To do: Whenever a line in the following entries includes "transform", tally it. Report nothing except the final count.

[Collected data entries]

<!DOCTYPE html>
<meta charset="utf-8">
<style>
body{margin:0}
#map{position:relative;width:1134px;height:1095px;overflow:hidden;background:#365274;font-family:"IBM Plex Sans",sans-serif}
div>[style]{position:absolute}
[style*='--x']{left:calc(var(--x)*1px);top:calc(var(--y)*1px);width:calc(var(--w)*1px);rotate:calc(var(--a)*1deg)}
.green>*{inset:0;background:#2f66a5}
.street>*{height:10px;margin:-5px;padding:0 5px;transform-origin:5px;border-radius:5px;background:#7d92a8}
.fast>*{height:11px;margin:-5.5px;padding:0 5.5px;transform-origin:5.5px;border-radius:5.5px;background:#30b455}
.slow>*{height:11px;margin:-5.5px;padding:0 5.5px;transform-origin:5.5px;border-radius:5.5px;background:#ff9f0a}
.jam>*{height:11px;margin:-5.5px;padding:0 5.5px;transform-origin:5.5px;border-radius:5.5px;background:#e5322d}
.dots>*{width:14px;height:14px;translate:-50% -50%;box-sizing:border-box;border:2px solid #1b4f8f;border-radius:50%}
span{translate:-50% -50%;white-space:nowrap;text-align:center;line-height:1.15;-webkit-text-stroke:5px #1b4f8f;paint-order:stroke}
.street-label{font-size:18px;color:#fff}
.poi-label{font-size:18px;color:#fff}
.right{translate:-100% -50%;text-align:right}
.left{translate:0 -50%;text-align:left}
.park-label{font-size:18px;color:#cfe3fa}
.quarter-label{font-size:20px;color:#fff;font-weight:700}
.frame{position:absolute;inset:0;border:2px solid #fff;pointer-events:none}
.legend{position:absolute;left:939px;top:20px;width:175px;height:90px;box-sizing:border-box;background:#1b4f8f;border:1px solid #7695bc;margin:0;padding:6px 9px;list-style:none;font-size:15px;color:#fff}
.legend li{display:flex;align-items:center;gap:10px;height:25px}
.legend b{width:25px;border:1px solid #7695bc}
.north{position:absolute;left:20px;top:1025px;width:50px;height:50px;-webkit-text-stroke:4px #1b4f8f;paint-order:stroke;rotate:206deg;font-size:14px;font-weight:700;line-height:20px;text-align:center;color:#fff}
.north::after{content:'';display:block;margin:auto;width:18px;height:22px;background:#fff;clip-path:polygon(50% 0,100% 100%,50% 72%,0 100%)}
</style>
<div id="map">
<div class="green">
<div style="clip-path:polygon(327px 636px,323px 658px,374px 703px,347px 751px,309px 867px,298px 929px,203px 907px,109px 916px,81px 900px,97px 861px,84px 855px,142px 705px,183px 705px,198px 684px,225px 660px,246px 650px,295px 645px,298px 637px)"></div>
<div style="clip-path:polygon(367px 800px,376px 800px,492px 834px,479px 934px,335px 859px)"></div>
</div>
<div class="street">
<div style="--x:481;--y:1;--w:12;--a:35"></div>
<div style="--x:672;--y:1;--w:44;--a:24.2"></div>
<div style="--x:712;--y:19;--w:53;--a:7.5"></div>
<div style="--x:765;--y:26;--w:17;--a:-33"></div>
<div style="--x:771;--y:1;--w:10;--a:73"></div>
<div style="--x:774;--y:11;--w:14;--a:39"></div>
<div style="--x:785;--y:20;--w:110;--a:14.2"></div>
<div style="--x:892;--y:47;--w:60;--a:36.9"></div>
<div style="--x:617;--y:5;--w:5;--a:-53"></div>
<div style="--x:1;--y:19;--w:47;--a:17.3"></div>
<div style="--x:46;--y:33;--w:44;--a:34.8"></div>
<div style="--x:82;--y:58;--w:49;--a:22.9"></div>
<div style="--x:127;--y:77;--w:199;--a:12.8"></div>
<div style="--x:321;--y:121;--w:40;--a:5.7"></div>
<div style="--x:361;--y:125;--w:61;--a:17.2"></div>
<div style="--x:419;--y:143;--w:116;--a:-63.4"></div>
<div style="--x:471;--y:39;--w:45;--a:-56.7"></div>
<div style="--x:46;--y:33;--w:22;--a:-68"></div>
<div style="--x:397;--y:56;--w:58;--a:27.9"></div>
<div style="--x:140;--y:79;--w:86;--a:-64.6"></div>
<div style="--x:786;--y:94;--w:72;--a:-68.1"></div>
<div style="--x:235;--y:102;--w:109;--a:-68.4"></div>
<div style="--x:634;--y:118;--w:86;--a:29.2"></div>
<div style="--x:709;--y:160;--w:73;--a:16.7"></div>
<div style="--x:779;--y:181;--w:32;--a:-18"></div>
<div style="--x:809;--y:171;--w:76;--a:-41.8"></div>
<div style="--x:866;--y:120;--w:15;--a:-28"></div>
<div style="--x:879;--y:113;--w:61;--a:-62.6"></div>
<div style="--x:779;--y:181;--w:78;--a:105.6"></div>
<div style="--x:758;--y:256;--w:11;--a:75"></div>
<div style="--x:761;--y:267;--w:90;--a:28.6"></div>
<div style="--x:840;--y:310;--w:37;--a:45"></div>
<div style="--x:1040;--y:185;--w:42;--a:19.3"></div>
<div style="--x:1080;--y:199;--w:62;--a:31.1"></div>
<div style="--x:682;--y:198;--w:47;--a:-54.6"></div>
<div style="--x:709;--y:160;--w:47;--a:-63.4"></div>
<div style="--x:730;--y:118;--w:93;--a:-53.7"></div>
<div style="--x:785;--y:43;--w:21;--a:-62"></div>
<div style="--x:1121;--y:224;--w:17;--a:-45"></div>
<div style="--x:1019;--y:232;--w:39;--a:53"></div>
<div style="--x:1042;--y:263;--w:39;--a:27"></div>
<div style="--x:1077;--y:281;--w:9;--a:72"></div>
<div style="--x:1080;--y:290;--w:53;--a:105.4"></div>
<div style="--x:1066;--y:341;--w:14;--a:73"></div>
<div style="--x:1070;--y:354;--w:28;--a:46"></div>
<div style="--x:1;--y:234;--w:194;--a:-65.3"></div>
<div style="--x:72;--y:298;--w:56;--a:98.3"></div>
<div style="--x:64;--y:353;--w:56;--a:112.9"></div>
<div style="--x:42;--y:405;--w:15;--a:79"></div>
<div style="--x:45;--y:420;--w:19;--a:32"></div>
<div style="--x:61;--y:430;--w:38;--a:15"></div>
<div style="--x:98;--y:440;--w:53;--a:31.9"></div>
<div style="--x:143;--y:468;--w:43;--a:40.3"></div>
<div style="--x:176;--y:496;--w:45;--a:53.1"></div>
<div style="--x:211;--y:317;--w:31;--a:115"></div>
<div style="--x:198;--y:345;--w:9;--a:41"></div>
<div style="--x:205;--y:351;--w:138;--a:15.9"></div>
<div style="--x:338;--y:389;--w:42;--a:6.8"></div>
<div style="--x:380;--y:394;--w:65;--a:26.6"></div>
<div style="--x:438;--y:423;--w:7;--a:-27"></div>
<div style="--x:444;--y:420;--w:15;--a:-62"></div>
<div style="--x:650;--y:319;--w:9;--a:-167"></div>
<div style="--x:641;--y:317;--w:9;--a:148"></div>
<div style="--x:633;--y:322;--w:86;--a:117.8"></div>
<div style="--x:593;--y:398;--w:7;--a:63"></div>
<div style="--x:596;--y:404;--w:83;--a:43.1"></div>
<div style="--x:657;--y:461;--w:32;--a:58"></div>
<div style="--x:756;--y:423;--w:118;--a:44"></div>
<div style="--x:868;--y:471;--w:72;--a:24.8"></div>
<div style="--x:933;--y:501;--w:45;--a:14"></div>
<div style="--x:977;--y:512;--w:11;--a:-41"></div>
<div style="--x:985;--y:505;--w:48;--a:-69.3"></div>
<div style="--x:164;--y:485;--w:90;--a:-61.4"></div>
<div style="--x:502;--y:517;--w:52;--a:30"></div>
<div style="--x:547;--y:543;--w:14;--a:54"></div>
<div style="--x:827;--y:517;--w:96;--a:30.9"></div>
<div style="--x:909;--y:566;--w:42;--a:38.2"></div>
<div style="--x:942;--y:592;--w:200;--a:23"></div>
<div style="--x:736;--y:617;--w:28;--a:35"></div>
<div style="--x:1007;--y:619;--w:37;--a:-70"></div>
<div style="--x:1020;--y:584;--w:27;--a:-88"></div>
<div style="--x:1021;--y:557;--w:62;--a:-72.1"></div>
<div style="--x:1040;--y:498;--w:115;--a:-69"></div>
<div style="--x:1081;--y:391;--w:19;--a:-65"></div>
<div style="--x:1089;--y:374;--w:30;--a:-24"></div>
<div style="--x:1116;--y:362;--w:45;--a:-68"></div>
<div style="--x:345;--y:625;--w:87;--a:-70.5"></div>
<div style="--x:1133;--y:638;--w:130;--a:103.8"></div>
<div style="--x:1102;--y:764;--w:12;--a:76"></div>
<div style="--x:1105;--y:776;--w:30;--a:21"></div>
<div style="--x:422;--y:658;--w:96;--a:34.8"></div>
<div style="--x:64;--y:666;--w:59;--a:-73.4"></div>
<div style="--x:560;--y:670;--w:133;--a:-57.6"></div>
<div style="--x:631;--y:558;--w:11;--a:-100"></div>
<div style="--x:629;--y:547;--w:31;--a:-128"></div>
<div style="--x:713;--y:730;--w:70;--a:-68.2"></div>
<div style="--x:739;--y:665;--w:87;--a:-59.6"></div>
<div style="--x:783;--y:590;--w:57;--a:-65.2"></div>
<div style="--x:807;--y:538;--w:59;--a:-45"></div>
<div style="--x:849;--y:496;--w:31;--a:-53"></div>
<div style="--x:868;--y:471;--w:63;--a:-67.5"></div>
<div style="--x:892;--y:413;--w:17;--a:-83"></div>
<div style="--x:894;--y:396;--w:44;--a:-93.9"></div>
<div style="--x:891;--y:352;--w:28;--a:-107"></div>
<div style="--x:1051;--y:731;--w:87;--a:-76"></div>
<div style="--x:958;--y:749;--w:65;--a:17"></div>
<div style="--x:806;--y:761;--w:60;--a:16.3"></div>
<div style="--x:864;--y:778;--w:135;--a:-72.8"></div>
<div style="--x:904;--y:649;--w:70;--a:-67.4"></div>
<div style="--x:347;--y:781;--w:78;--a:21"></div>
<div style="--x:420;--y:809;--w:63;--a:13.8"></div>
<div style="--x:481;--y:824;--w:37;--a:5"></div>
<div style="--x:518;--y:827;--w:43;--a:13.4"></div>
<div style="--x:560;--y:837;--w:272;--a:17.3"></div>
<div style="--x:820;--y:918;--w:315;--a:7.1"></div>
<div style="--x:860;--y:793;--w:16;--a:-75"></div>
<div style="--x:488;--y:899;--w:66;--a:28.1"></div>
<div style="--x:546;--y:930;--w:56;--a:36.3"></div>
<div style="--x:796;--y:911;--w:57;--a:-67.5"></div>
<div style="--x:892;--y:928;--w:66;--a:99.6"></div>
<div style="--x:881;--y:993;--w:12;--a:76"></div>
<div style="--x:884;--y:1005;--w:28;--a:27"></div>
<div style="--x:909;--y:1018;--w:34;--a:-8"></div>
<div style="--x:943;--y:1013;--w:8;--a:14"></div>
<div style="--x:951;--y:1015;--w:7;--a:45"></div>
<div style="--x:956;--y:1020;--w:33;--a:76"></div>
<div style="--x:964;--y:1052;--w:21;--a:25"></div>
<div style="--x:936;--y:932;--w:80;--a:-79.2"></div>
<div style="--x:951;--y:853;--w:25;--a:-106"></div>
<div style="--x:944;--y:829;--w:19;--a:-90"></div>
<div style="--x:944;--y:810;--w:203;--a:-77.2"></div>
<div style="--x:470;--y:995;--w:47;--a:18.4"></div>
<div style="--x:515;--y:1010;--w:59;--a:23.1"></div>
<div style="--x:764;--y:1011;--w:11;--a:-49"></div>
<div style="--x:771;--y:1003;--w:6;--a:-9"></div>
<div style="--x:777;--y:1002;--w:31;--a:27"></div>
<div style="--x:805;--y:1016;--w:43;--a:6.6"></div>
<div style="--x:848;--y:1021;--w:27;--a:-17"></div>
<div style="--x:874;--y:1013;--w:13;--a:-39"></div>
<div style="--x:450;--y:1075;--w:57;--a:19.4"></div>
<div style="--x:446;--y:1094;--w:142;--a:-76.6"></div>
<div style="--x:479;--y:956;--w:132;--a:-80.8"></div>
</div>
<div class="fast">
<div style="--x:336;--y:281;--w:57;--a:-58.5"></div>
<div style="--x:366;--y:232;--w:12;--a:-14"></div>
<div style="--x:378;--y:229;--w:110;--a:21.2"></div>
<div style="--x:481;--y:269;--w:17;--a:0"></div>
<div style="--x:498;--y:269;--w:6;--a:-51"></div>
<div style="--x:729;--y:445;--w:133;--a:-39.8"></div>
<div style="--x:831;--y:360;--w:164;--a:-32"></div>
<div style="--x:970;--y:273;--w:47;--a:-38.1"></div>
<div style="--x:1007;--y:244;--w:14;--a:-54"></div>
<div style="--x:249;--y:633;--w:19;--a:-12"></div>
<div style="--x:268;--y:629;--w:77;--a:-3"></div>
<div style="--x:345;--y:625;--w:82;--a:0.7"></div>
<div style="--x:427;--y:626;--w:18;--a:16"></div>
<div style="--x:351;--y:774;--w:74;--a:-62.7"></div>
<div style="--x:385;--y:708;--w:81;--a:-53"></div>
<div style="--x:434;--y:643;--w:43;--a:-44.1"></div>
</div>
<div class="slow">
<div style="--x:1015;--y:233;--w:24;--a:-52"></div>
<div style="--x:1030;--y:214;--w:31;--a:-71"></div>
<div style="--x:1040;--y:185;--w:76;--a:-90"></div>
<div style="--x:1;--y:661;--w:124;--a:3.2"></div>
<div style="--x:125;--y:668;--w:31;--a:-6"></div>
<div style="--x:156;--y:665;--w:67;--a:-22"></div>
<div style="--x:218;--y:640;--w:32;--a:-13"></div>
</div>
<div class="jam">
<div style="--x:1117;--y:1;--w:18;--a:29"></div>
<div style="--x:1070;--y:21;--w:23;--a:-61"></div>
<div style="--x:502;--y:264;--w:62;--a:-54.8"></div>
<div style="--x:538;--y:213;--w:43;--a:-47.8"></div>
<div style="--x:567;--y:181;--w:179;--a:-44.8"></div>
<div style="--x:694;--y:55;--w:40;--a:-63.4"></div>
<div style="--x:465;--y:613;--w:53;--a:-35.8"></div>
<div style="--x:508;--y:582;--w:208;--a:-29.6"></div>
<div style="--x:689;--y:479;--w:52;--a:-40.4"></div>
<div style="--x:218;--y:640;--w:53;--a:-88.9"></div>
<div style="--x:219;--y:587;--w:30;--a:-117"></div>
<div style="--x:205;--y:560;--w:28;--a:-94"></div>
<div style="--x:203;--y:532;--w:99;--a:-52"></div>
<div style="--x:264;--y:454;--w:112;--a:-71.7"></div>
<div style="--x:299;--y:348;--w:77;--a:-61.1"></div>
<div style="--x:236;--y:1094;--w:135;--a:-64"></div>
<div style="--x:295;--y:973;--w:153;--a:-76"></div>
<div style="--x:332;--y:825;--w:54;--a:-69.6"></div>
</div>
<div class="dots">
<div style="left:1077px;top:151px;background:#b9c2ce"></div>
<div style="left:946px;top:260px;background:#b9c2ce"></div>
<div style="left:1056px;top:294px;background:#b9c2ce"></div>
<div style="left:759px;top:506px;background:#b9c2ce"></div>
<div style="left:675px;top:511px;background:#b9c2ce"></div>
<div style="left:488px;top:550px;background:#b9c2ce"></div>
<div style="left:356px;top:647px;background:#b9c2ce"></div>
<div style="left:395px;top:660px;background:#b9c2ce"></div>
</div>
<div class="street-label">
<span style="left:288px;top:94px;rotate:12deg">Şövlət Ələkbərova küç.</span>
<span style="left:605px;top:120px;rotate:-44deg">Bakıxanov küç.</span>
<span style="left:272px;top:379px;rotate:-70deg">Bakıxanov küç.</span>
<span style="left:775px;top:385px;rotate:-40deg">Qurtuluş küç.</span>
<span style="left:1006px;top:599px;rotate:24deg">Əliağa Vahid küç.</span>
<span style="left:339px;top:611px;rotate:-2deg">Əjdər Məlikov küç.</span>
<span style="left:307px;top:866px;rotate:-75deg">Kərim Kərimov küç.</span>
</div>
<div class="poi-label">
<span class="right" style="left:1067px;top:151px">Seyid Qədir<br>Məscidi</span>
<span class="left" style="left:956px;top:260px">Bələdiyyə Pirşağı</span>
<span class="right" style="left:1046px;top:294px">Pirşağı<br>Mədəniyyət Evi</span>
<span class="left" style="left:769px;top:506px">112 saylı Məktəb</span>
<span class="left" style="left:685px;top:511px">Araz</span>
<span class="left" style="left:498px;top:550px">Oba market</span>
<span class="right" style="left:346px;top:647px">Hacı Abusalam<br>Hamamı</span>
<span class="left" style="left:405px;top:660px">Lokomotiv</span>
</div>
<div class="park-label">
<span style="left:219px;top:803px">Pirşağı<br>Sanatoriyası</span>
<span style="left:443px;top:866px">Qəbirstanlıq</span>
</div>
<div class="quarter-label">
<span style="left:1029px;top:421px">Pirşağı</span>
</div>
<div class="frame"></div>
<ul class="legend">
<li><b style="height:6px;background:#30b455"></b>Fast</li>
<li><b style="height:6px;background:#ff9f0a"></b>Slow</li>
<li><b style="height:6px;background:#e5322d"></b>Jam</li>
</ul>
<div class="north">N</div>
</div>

Output below: 4